Humanetics history with the side impact dummy goes back to the early 1980’s. Humanetics participated in proposed design modifications to the Hybrid II to make it have uniform responses from both sides in the head, chest, and pelvis. When NHTSA contracted Calspan, Corp. to make major modifications to the thorax and rib cage Humanetics produced the dummies which were written into the Federal Code in their final form in 1994. The EuroSID was developed in Europe after the effort in the United States. The EuroSID-1 was the first version for application in Regulation R95 and was also used in the first phases of Euro NCAP. The dummy was upgraded to the version of ES-2 in the early years of 2000 and is now applied in Regulation R95 and in the Euro NCAP Mobile Deformable Barrier Test and the Car to Pole test. A third version, the ES-2re (Rib Extensions), is being considered for inclusion in the U.S. Federal Code of Regulations. All dummy version available at Humanetics. The WorldSID 50th percentile Male dummy was developed by the WorldSID Task Group that was initiated in 1997. The first prototype was assembled in 2000. The Humanetics companies FTSS and Denton were part of the design team and were heavily involved in its development. In order to bridge the gap between the adult and the child the SID-IIs dummy was developed in the same period. It is in the U.S. Federal Code.

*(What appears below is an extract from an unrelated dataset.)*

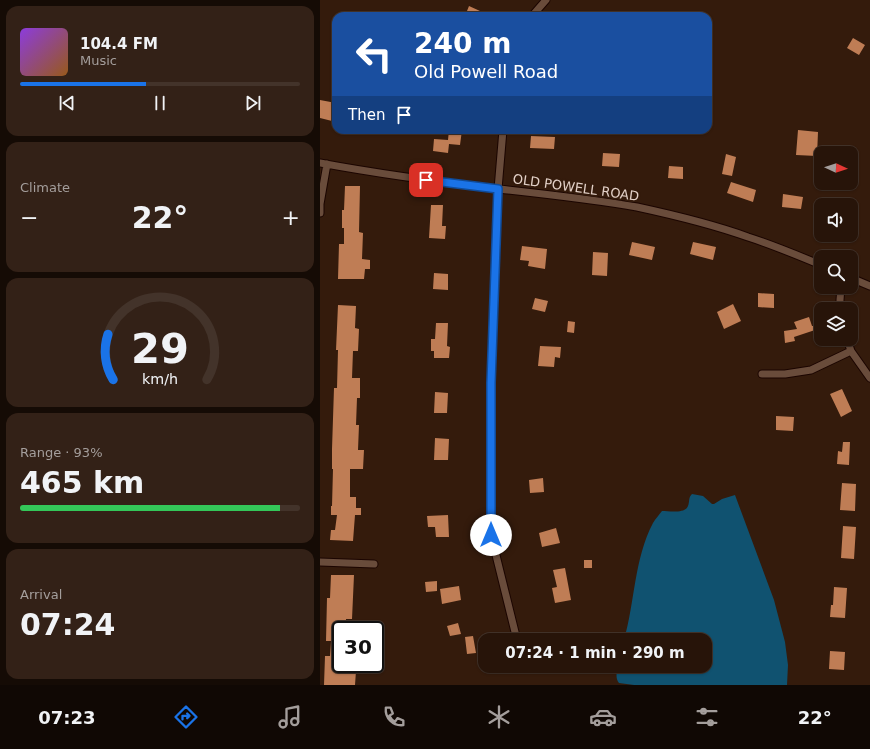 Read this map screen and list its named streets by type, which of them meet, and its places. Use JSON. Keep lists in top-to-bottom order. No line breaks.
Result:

Side Impact Dummies in the US Code of Federal Regulations

The Side Impact Dummy SA-SID-M001 is mandated in the U.S. Federal Code of Regulations in Title 49CFR “Transportation” Part 572 Subpart F. The EuroSID dummy ES-IIre is in 49CFR “Transportation” Part 572 Subpart U. The SID-IIs dummy is in “Transportation” Part 572 Subpart V. The SID-H3 is in 49CFR “Transportation” Part 572 Subpart M.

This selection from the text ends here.